Hi Team,
im trying to ingest data from my s3 minio data lake. When I run the following recipe, no error is shown but also no data is ingested:
source:
type: s3
config:
path_specs:
-
include: “s3://open-data-lake/tickit/bronze/*/*.parquet”
I’m struggling now with the idea how the ingestion pipeline should be done. I load the data with spark from different databases and perform some data cleaning on it. Should the ingestion be done then directly via a spark listener (if this is possible?) or manually with a specific recipe (the path without the wildcards) or in regular phases the whole bucket should be scanned? That’s not really a datahub related question but if you can give me a hint would be awesome (im quite new to this topic sorry for that)

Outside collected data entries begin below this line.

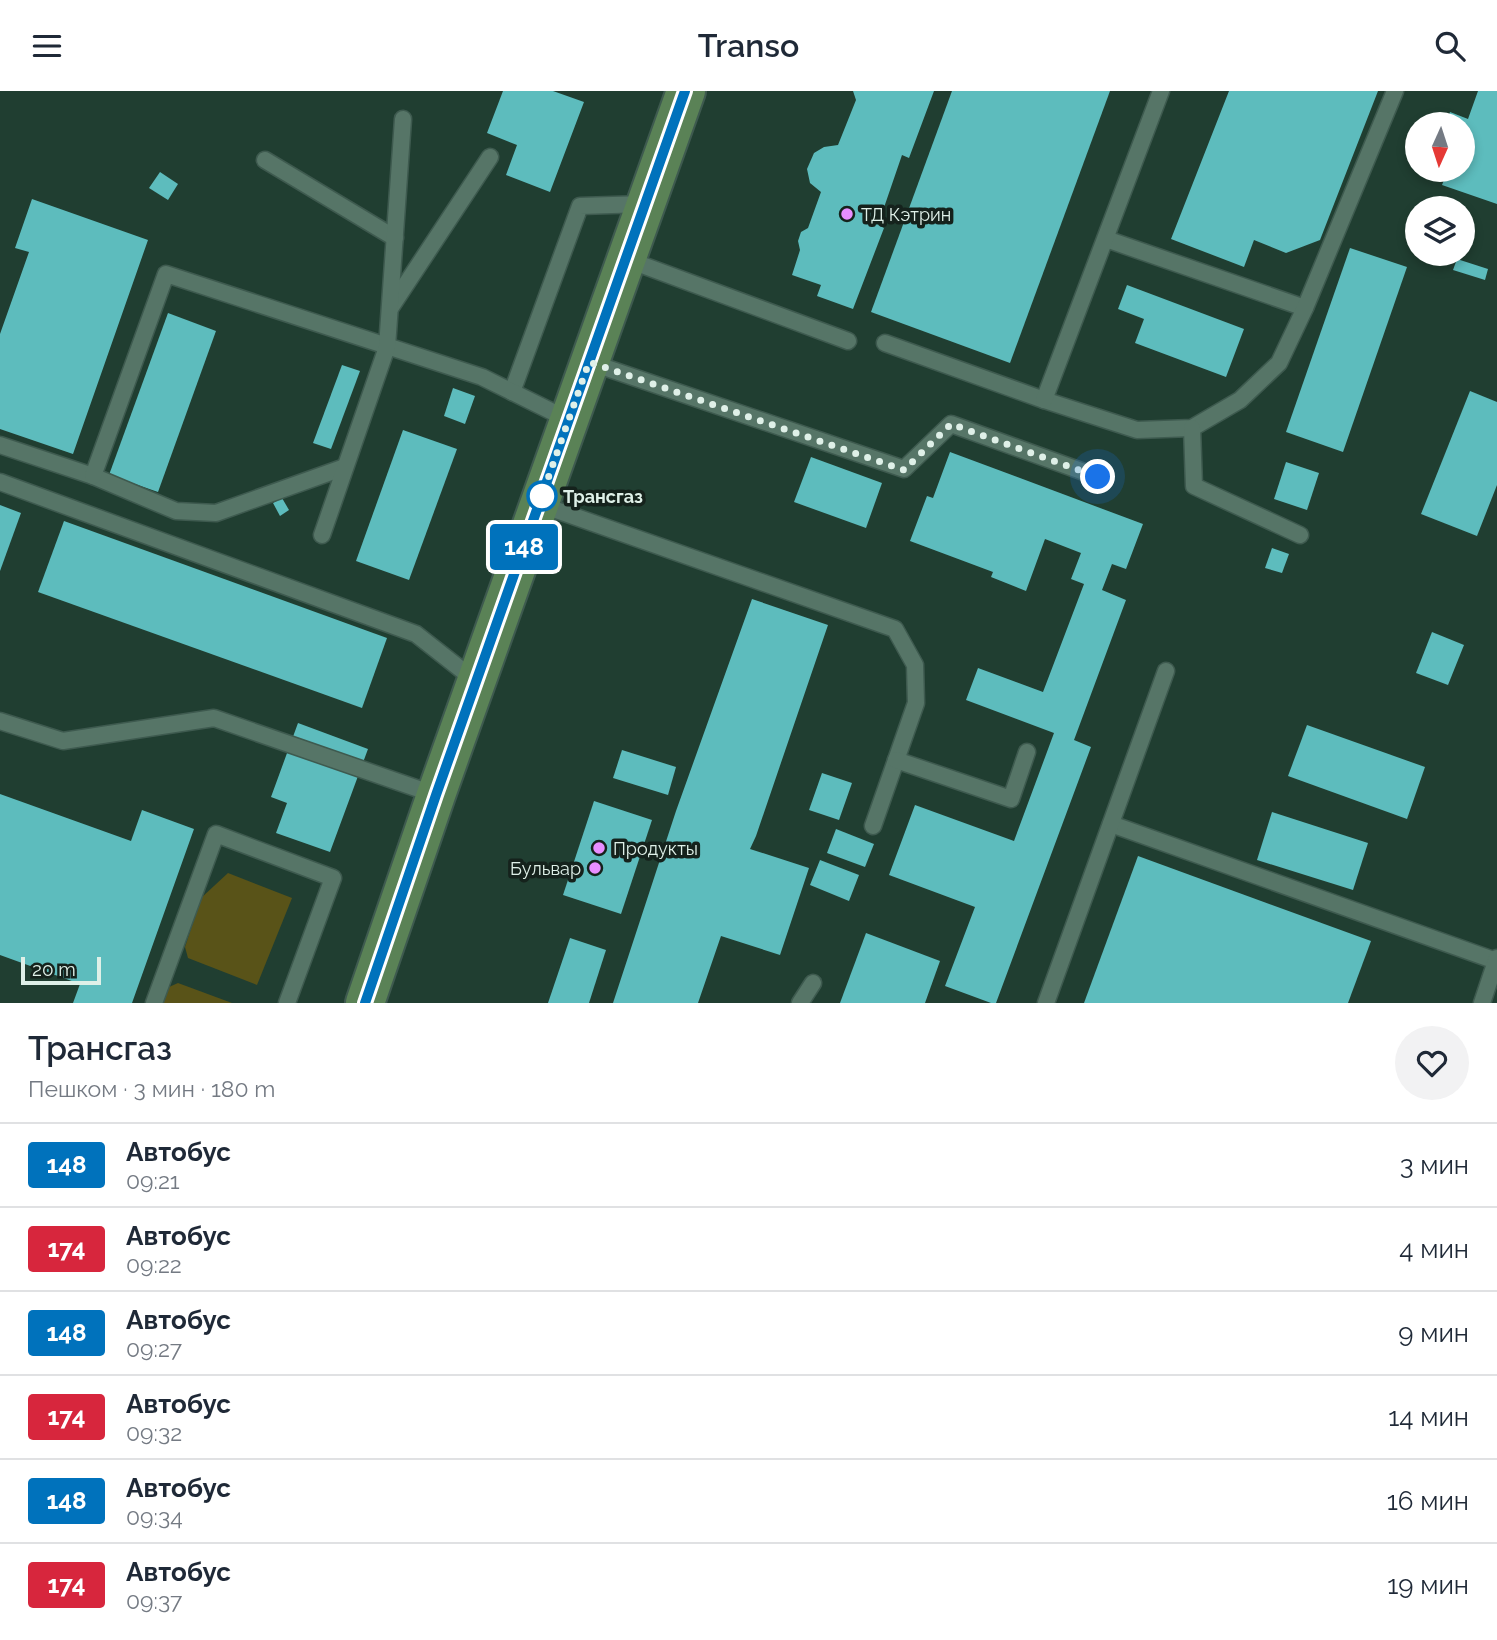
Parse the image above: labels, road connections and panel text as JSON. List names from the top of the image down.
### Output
{
  "places": [
    "ТД Кэтрин",
    "Трансгаз",
    "Продукты",
    "Бульвар"
  ],
  "lines": ["bus line 148"],
  "scale_bar": "20 m",
  "north": "bottom",
  "page": {
    "header": "Transo",
    "on_map": "148",
    "scale": "20 m",
    "heading": ["Трансгаз", "Пешком · 3 мин · 180 m"],
    "list": [
      {
        "mark": "148",
        "name": "Автобус",
        "note": "09:21",
        "value": "3 мин"
      },
      {
        "mark": "174",
        "name": "Автобус",
        "note": "09:22",
        "value": "4 мин"
      },
      {
        "mark": "148",
        "name": "Автобус",
        "note": "09:27",
        "value": "9 мин"
      },
      {
        "mark": "174",
        "name": "Автобус",
        "note": "09:32",
        "value": "14 мин"
      },
      {
        "mark": "148",
        "name": "Автобус",
        "note": "09:34",
        "value": "16 мин"
      },
      {
        "mark": "174",
        "name": "Автобус",
        "note": "09:37",
        "value": "19 мин"
      }
    ]
  }
}
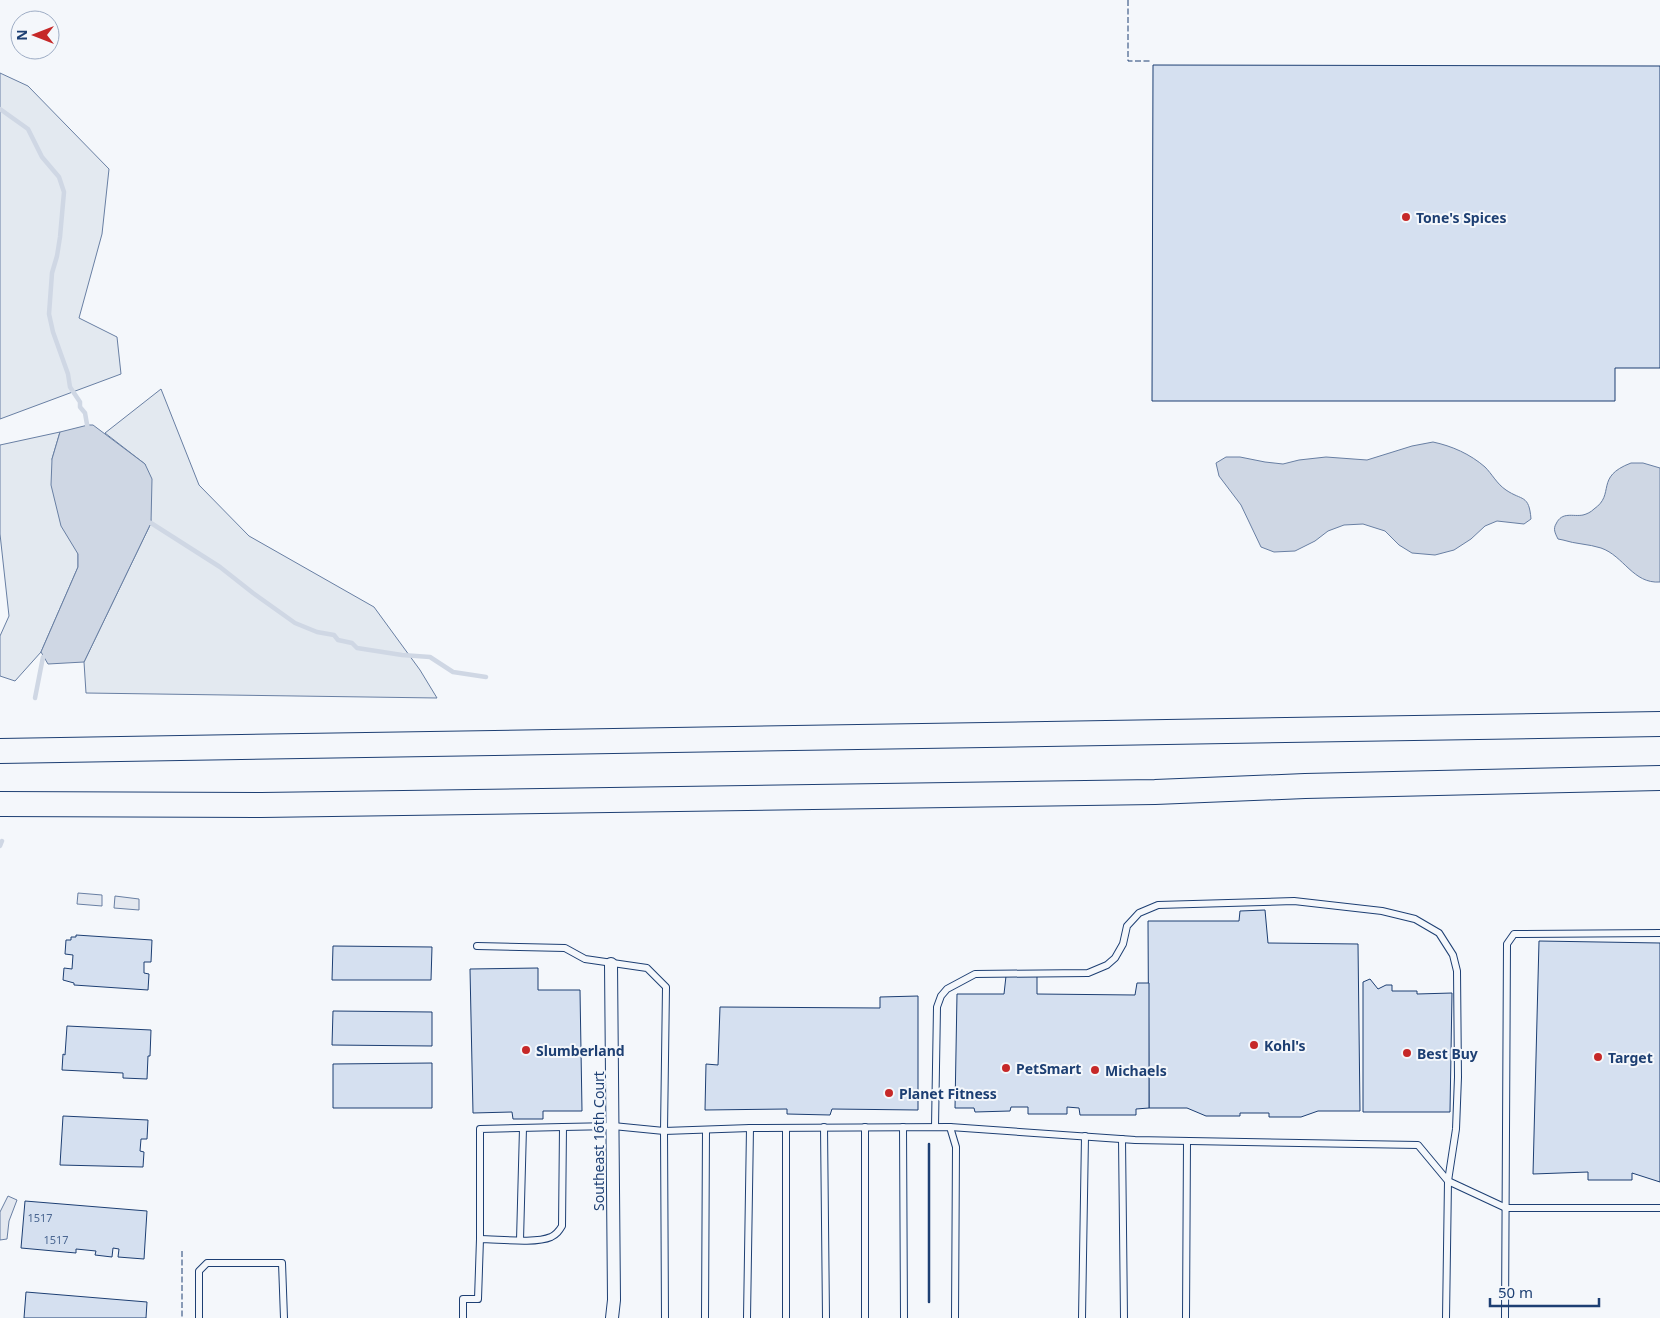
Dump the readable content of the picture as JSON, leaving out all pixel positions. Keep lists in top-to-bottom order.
{
  "streets": {
    "street": ["Southeast 16th Court"]
  },
  "places": [
    "Tone's Spices",
    "Kohl's",
    "Slumberland",
    "Best Buy",
    "Target",
    "PetSmart",
    "Michaels",
    "Planet Fitness"
  ],
  "house_numbers": ["1517", "1517"],
  "scale_bar": "50 m",
  "north": "left"
}
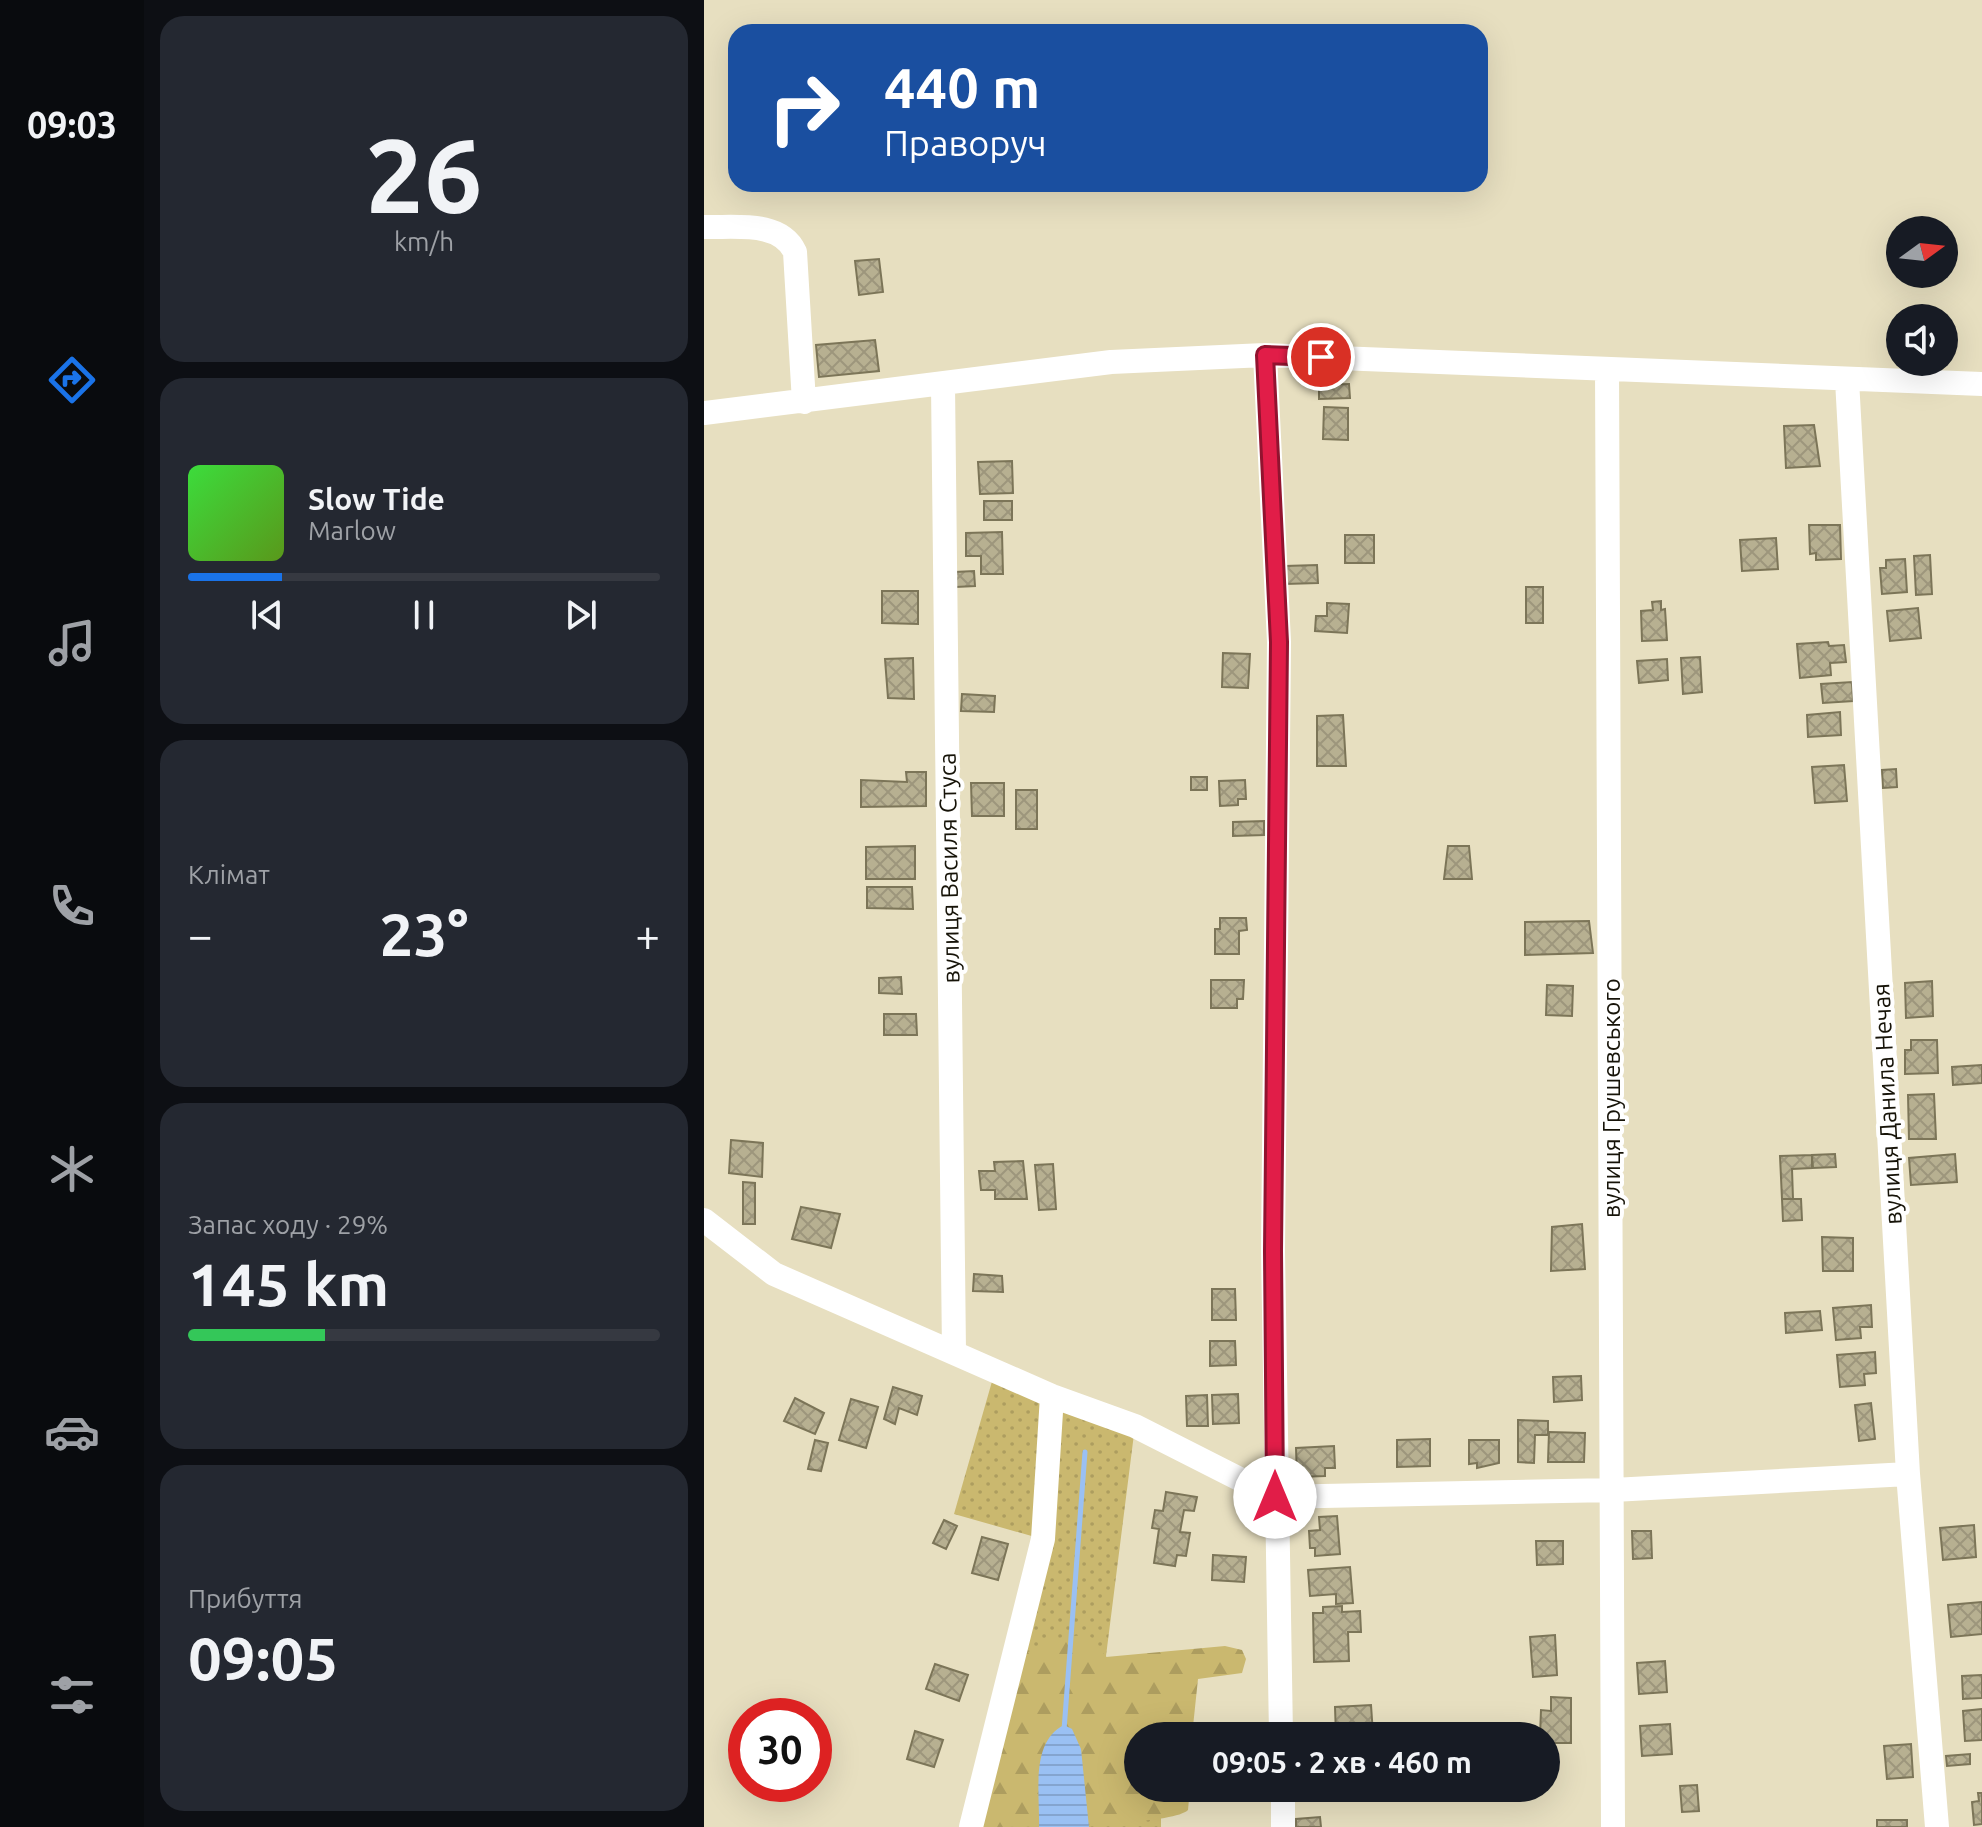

Use spark lineage to ingest individual s3 folders (setting a path_spec with {table} placeholder) (not individual files as it can become pretty quickly unmaintainable)
If your folder structure in the bucket is like s3:/my-bucket/event/event_name/year=2023/month=10/day=11/1.parquet then you are good with a path_spec like ``s3:/my-bucket/event/{table}/{partition_key[0]}={partition[0]}/{partition_key[1]}={partition[1]}/{partition_key[2]}={partition[2]}/*.parquet` path_spec
If you have mixed data in the bucket, you must specify multiple path_specs in your recipe.
Then, I would use the spark lineage plugin to capture lineage edges between the files/folders, which the s3 ingestion connector captured. -> Soon, we will have a spark lineage plugin in open source, which will have path_spec support.